- **Action item**
Find out how many lines in the records have the string "serif" in them, and state only that number.

---------- Provided data

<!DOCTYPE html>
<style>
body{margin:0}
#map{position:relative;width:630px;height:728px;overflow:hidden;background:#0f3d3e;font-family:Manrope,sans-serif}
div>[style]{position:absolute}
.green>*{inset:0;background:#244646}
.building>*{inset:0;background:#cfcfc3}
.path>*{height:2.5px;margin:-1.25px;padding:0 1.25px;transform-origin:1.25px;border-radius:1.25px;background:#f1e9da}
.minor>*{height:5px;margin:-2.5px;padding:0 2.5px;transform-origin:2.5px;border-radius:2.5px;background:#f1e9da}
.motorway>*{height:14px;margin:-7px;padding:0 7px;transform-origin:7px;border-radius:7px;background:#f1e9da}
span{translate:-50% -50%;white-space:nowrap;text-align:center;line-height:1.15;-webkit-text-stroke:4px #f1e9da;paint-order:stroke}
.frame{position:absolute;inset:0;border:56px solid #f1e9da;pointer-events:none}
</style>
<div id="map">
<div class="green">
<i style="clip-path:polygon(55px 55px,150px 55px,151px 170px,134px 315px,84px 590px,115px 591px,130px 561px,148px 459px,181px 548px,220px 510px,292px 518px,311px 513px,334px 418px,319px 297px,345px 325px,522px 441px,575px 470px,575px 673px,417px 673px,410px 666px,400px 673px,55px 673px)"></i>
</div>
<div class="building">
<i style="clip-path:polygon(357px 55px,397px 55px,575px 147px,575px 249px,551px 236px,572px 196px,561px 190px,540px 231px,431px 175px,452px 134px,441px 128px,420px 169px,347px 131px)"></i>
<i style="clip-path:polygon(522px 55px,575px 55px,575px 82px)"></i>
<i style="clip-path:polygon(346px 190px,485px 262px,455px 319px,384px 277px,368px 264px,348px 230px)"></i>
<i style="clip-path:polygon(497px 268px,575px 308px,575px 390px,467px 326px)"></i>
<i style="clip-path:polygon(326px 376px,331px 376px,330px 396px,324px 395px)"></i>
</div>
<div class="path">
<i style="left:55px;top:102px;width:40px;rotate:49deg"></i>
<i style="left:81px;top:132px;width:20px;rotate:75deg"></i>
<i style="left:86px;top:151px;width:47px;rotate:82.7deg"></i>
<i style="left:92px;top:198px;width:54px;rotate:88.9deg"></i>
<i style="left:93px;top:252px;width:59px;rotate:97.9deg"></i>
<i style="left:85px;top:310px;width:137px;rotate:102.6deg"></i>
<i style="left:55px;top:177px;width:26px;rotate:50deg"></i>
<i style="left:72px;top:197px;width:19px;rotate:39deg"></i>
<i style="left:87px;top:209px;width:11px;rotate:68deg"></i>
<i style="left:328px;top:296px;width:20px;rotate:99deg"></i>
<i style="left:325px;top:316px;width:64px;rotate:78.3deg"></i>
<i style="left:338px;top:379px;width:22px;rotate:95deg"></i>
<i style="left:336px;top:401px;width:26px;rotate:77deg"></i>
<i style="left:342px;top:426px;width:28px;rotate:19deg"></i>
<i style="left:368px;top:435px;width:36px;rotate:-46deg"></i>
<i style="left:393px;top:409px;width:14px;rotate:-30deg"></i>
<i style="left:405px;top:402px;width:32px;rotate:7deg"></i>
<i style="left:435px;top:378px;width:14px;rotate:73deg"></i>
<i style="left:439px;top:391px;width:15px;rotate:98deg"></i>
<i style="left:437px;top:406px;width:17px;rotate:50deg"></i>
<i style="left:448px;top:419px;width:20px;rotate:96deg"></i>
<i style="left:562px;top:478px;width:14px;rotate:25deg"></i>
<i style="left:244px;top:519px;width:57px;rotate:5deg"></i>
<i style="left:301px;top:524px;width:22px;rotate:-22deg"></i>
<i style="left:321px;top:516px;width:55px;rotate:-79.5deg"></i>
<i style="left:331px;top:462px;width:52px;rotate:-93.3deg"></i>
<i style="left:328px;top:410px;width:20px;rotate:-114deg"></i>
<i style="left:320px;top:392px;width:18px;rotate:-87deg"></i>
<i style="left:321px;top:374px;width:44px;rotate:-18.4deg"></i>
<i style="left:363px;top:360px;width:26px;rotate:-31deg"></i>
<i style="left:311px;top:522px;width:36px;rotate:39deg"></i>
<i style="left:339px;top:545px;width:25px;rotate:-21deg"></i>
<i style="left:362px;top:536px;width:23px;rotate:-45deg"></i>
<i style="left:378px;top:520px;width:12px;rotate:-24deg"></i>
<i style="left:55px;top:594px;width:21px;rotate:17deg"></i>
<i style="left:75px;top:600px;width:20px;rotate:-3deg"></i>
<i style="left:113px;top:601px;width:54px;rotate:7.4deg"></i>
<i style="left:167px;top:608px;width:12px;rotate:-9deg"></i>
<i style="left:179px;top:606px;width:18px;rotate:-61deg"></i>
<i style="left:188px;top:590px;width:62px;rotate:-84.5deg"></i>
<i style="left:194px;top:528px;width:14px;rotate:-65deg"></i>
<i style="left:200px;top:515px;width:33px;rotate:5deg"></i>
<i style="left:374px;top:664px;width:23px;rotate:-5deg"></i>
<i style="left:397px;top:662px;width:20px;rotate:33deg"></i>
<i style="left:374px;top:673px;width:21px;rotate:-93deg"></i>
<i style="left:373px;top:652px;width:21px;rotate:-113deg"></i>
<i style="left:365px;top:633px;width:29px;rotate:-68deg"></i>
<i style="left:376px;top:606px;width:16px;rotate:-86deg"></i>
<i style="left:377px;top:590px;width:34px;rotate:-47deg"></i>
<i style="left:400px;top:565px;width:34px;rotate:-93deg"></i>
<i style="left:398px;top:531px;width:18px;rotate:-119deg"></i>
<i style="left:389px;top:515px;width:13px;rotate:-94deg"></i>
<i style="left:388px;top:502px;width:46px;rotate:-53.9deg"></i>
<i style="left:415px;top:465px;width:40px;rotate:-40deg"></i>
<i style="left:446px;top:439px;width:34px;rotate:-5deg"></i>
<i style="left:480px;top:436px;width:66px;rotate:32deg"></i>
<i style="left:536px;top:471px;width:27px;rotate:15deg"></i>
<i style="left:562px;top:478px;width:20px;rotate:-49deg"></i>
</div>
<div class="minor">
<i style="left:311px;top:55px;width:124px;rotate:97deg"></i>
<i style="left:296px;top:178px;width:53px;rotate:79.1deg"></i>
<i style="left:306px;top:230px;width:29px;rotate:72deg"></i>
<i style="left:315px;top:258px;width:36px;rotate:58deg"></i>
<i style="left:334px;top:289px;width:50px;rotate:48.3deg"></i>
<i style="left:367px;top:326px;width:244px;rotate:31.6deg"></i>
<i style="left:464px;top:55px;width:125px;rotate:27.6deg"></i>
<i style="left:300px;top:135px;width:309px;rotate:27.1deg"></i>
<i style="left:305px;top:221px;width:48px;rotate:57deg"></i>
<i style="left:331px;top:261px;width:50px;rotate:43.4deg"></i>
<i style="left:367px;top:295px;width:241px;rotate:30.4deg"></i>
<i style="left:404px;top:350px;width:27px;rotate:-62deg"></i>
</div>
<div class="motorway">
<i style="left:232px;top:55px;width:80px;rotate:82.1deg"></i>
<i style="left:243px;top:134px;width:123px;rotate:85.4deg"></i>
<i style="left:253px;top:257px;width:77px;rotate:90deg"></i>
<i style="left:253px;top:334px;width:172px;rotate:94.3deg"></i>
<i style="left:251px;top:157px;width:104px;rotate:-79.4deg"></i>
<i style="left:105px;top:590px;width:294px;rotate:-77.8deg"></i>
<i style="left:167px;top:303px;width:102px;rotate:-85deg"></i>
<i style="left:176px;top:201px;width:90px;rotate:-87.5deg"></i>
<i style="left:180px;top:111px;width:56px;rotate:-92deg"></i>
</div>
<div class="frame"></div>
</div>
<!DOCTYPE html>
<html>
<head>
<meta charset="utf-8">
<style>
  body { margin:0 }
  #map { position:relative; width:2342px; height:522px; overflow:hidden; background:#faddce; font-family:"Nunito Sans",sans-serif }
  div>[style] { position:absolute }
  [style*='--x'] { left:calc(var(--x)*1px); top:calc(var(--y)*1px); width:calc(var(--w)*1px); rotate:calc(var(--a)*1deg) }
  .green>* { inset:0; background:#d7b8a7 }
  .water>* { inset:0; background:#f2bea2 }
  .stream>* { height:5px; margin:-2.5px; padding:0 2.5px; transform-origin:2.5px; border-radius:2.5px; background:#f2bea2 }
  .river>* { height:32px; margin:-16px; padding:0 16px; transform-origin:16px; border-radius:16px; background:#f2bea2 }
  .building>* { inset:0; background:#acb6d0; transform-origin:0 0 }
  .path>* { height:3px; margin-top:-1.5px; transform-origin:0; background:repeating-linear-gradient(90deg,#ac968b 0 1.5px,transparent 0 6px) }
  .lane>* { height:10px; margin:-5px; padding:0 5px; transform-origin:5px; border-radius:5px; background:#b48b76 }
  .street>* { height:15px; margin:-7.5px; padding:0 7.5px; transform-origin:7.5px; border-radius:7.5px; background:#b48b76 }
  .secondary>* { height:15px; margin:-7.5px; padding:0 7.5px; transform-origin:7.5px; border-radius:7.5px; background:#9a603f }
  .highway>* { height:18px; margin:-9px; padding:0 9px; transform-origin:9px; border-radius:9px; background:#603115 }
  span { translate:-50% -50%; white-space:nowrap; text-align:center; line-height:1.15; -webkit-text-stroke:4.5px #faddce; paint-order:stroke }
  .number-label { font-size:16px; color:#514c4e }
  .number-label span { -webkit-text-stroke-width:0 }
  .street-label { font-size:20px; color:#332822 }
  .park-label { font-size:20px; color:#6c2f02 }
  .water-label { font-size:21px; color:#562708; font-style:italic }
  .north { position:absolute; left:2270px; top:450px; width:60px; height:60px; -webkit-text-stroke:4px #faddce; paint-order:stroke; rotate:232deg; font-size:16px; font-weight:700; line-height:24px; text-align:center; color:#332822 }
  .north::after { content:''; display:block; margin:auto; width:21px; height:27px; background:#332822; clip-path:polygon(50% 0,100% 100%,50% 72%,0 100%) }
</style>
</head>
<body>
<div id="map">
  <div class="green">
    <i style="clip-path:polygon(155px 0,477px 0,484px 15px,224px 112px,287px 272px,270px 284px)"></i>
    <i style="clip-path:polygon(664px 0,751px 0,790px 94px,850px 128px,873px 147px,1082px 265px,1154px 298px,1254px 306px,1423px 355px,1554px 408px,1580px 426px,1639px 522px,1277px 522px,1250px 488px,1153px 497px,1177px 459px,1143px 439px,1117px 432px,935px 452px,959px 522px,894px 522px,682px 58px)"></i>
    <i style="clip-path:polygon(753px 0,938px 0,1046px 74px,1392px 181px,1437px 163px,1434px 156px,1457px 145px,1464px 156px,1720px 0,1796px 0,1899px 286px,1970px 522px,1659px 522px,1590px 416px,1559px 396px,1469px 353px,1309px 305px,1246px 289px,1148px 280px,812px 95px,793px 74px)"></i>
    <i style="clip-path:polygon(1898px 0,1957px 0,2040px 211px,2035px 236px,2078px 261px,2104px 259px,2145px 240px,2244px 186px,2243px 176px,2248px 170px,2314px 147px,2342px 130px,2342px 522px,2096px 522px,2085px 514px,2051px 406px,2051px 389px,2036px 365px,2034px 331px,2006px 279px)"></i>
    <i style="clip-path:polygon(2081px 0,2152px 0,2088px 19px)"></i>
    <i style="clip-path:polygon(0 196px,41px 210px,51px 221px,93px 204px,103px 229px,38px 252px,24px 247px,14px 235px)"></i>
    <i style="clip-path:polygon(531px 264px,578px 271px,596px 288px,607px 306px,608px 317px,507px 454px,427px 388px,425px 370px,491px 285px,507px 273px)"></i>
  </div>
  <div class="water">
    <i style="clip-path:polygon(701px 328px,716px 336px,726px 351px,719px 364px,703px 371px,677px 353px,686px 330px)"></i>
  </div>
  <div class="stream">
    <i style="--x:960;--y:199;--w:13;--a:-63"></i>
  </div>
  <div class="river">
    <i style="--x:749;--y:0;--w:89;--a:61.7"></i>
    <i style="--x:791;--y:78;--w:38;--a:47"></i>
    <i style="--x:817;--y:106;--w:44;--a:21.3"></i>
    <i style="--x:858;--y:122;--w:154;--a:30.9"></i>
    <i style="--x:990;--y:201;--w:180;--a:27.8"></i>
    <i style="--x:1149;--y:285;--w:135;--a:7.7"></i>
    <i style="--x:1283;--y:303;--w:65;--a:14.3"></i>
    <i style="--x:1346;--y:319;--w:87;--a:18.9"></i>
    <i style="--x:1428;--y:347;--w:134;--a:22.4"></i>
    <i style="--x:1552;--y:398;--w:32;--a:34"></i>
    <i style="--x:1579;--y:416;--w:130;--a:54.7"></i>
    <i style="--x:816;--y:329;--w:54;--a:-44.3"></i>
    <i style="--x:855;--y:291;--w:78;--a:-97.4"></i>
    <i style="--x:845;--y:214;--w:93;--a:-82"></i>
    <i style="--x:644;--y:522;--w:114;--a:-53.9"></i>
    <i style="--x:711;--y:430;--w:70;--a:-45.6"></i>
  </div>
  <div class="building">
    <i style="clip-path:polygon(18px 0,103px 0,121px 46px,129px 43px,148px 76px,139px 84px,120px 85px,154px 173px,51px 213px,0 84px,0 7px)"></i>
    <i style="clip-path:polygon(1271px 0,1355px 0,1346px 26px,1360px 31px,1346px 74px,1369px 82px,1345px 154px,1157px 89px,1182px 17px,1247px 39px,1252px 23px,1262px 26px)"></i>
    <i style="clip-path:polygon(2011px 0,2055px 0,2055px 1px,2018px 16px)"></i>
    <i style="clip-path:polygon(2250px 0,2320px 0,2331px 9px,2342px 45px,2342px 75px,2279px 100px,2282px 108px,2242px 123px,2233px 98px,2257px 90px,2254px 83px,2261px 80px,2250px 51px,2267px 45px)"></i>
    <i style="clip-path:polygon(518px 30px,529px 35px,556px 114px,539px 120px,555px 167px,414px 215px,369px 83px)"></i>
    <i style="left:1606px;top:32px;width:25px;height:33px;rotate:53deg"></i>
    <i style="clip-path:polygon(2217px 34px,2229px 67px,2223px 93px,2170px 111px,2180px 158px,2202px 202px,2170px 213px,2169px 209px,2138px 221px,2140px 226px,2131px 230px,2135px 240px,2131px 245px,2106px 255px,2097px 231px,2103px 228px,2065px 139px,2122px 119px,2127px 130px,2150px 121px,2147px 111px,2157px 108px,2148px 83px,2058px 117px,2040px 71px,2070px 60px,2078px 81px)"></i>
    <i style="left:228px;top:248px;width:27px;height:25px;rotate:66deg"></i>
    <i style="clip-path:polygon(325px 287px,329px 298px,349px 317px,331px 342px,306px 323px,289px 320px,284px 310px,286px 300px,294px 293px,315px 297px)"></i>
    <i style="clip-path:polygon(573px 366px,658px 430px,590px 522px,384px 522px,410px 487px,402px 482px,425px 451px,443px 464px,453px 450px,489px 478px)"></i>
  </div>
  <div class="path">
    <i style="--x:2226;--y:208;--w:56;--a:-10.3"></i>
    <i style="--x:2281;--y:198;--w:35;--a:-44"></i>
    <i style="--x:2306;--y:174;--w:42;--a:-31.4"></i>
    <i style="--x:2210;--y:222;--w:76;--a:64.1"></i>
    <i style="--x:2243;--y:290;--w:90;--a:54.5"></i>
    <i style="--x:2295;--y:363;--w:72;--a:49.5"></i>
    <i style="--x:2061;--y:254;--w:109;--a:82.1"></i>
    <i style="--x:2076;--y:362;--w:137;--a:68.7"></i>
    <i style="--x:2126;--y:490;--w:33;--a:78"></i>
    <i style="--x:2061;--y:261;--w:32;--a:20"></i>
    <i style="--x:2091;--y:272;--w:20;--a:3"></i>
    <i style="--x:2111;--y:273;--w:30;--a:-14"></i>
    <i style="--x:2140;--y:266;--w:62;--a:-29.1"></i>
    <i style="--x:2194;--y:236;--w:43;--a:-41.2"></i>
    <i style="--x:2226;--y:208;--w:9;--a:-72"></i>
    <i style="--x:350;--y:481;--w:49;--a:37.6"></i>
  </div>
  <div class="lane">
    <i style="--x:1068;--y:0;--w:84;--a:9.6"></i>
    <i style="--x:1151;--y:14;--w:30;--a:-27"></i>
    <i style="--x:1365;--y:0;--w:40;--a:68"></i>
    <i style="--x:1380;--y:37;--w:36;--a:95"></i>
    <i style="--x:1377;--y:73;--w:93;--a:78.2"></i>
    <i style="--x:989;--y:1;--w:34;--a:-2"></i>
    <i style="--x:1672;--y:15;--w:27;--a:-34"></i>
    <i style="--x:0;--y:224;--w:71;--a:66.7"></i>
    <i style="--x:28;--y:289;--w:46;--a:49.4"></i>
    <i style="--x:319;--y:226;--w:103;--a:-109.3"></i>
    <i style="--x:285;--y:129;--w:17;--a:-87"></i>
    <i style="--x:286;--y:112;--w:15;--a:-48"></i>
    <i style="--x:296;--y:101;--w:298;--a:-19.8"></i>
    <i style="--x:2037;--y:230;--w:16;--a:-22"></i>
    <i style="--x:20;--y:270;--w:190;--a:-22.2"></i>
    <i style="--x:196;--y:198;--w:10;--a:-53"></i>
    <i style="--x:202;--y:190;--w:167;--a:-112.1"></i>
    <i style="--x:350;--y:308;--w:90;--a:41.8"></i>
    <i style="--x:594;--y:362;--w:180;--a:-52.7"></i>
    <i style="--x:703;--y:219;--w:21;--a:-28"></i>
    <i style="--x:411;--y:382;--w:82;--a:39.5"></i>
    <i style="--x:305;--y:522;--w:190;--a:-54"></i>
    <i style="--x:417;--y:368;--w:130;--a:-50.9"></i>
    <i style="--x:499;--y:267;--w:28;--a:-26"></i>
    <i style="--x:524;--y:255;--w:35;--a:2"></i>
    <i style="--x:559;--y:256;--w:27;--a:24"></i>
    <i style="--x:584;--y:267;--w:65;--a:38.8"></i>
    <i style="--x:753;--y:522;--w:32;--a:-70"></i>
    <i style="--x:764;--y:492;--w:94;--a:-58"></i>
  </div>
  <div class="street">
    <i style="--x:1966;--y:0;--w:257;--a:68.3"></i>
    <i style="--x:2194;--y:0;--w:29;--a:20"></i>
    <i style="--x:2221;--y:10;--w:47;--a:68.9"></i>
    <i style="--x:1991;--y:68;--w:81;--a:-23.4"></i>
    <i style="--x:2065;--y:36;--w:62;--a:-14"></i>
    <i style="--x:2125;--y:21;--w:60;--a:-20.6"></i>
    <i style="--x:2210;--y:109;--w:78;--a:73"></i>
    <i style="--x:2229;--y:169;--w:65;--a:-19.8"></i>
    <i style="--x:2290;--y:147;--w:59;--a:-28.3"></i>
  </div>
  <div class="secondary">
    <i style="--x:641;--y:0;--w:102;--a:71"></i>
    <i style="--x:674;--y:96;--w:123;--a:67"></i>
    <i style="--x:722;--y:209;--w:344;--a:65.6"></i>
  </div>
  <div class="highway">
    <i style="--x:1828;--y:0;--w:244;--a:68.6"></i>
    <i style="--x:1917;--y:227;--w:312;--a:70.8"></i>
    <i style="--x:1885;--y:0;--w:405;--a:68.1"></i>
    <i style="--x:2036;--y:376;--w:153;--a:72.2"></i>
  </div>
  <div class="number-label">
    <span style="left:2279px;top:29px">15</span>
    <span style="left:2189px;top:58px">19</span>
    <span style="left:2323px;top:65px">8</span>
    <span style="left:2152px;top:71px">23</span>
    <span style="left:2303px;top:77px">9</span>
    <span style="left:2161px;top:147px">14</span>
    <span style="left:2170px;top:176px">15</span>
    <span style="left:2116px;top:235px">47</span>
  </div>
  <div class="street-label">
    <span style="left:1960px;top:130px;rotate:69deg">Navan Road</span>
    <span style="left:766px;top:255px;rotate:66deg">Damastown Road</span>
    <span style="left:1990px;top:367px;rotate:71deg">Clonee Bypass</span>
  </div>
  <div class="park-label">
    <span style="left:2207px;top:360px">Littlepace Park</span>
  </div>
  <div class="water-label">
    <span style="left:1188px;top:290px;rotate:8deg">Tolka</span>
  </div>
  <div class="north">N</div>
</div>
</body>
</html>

--------------------

- **Your solution**
2